ANNOUNCEMENTS
Test set results have been distributed among participants. Participants are encouraged to submit their research papers and follow the WMT 2024 deadlines. |
Aug 7, 2024 - Run Submission deadline (AoE)! Please dont forget to send a brief system description.
Monday July 29, 2024 - Test data released!
Feb 25, 2024 - Website released, and the task is announced!
We are still updating the page. Please keep your eye on it! |
OVERVIEW AND TASK DESCRIPTION
Building upon the resounding success of “Shared Task: Low-Resource Indic Language Translation” in WMT 2023, which saw enthusiastic participation from around the world, we are excited to announce the “Shared Task: Low-Resource Indic Language Translation” in WMT 2024. Recent advances in machine translation (MT) have significantly improved performance. Techniques such as multilingual translation and transfer learning are expanding MT’s reach beyond well-resourced languages. Yet, extending coverage to diverse, low-resource languages remains a challenge due to the limited availability of parallel data for training robust systems. The WMT 2024 Indic Machine Translation Shared Task tackles this challenge by focusing on low-resource Indic languages from diverse language families. The focus will be on languages like Assamese (an Indo-Aryan language spoken mainly in the north-eastern Indian state of Assam), Mizo (a Sino-Tibetan language spoken primarily in the Mizoram state of India), Khasi (an Austroasiatic language spoken in Meghalaya, India), Manipuri (also known as Meiteilon, a Sino-Tibetan language and the official language of Manipur, India), and Nyishi (a Sino-Tibetan language of Arunachal Pradesh, India).

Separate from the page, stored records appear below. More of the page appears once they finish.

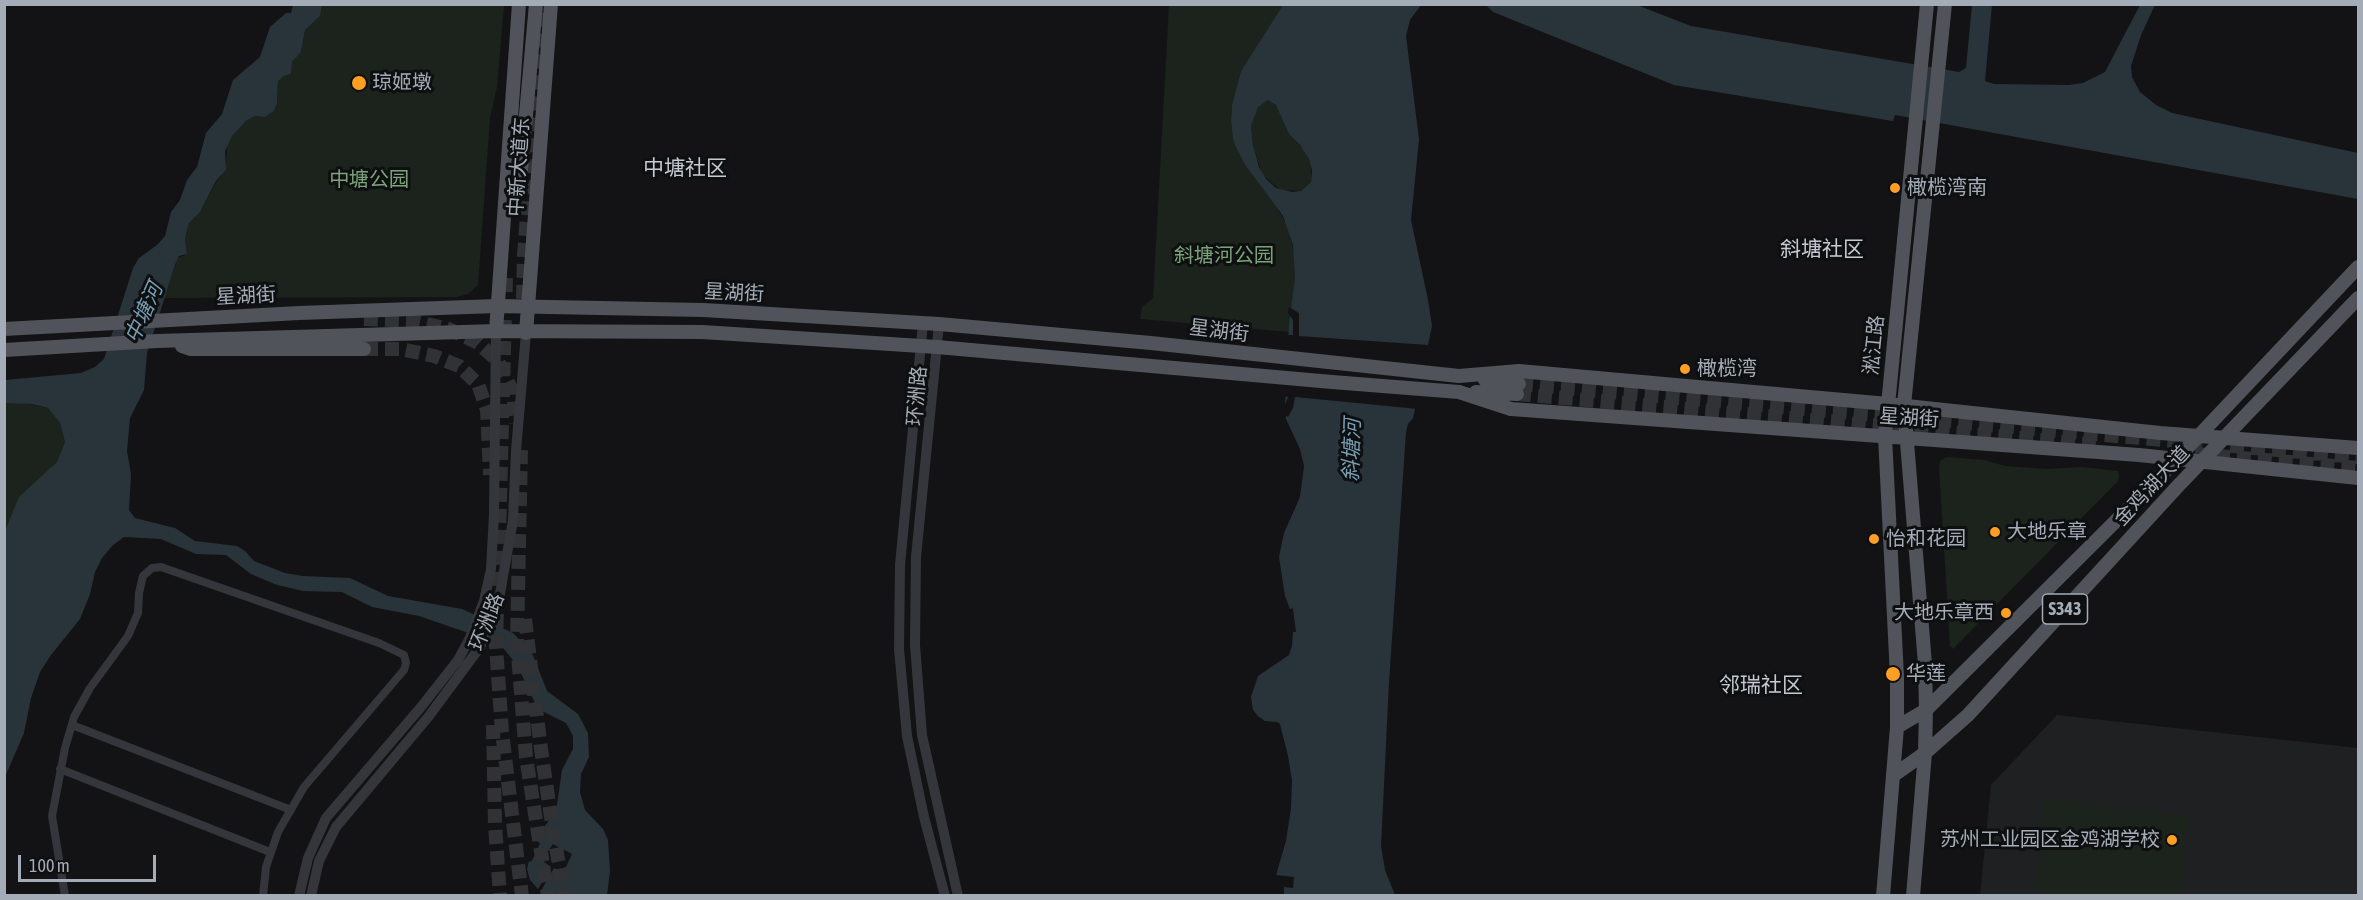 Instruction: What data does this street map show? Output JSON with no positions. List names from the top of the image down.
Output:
{
  "streets": {
    "main road": [
      "中新大道东",
      "星湖街",
      "淞江路",
      "金鸡湖大道",
      "S343"
    ],
    "street": ["环洲路"]
  },
  "crossings": [
    ["中新大道东", "星湖街"],
    ["中新大道东", "环洲路"],
    ["星湖街", "淞江路"],
    ["星湖街", "环洲路"],
    ["星湖街", "金鸡湖大道"],
    ["淞江路", "金鸡湖大道"]
  ],
  "districts": ["中塘社区", "斜塘社区", "邻瑞社区"],
  "water": ["中塘河", "斜塘河"],
  "parks": ["中塘公园", "斜塘河公园"],
  "places": [
    "琼姬墩",
    "橄榄湾南",
    "橄榄湾",
    "大地乐章",
    "怡和花园",
    "大地乐章西",
    "华莲",
    "苏州工业园区金鸡湖学校"
  ],
  "scale_bar": "100 m"
} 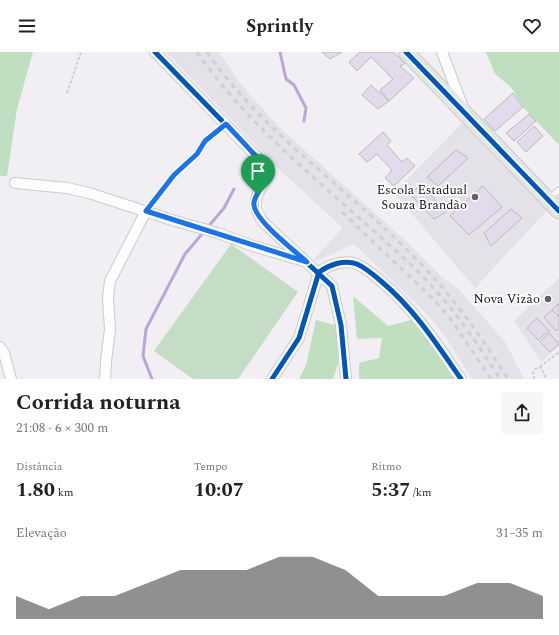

This year’s task features two categories:
Category 1: (Moderate Training Data Available)
-
en-as: English ⇔ Assamese
-
en-lus: English ⇔ Mizo
-
en-kha: English ⇔ Khasi
-
en-mni: English ⇔ Manipuri
-
en-nshi: English ⇔ Nyishi (CANCELED)
English ⇔ Nyish language pairs is CANCELED this year due to error in training data, we will release this task next year. |
Category 2: (Very Limited Training Data) (CANCEL)
-
en-bodo: English ⇔ Bodo
-
en-mrp: English ⇔ Mising
-
en-trp: English ⇔ Kokborok
The specific language pairs for Category 2 is CANCELED this year due to error in training data, we will release this task next year. |
GOAL
The central objective is to develop MT systems that produce high-quality translations despite the constraints of data availability. Participants are encouraged to explore:
-
Monolingual Data Utilization: Leveraging monolingual data effectively for improved translation.
-
Multilingual Approaches: Investigating whether cross-lingual transfer benefits low-resource pairs.
-
Transfer Learning: Adapting models trained on richer language pairs to the target languages.
-
Innovative Techniques: Experimenting with novel methods specifically tailored for low-resource settings.
DEADLINES
Release of training/dev data |
25 May, 2024 |
Test data release |
29 July, 2024 |
Run Submission deadline |
7 Aug, 2024 NOTE: Please send a brief/abstract (mandatory) along with your system submission on 7 Aug, 2024 |
System description/workshop paper submission deadline |
20th August, 2024 (follow EMNLP/WMT page) |
Notification of Acceptance |
20th September, 2024 (follow EMNLP/WMT page) |
Camera-ready |
3rd October, 2024 (follow EMNLP/WMT page) |
Workshop Dates |
15-16 November, 2024 (follow EMNLP/WMT main page) |
All deadlines are in AoE (Anywhere on Earth). Dates are specified with respect to EMNLP 2024. |
DATA
-
Assamese, Khasi, Mizo, Manipuri for WMT 2023: DOWNLOAD.
-
Nyshi: [DOWNLOAD LINK WILL BE ENABLE SOON]
CITATIONS
If you are using this data, please cite:
-
Santanu Pal, Partha Pakray, Sahinur Rahman Laskar, Lenin Laitonjam, Vanlalmuansangi Khenglawt, Sunita Warjri, Pankaj Kundan Dadure and Sandeep Kumar Dash, Findings of the WMT 2023 Shared Task on Low-Resource Indic Language Translation In Proceedings of the Eighth Conference on Machine Translation (WMT), pages 682–694. [2023]
-
Nabam Kakum, Sahinur Rahman Laskar, Koj Sambyo, Partha Pakray, Neural machine translation for limited resources English-Nyishi pair, Sādhanā, Springer [2023].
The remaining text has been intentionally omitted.